■ Problem description
Go through the lines below. Copy those with "badge".

■ Data excerpts
____

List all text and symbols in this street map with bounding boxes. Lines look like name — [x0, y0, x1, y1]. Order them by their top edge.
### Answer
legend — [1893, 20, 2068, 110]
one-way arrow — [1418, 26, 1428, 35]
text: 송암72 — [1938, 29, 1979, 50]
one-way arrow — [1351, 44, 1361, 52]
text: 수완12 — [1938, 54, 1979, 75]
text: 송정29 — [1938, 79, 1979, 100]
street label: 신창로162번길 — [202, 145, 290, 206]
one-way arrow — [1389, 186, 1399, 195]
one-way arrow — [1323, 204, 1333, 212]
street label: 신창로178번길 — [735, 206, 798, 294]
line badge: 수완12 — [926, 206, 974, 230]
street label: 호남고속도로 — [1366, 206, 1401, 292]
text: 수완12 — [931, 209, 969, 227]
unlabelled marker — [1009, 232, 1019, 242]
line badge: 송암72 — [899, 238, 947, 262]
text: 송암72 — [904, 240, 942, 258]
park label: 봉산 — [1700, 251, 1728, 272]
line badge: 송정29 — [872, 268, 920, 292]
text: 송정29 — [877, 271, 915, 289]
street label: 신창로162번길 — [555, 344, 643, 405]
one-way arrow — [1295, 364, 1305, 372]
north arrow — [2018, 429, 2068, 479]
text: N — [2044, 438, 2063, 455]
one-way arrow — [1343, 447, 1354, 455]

____

■ Task answer
line badge: 수완12 — [926, 206, 974, 230]
line badge: 송암72 — [899, 238, 947, 262]
line badge: 송정29 — [872, 268, 920, 292]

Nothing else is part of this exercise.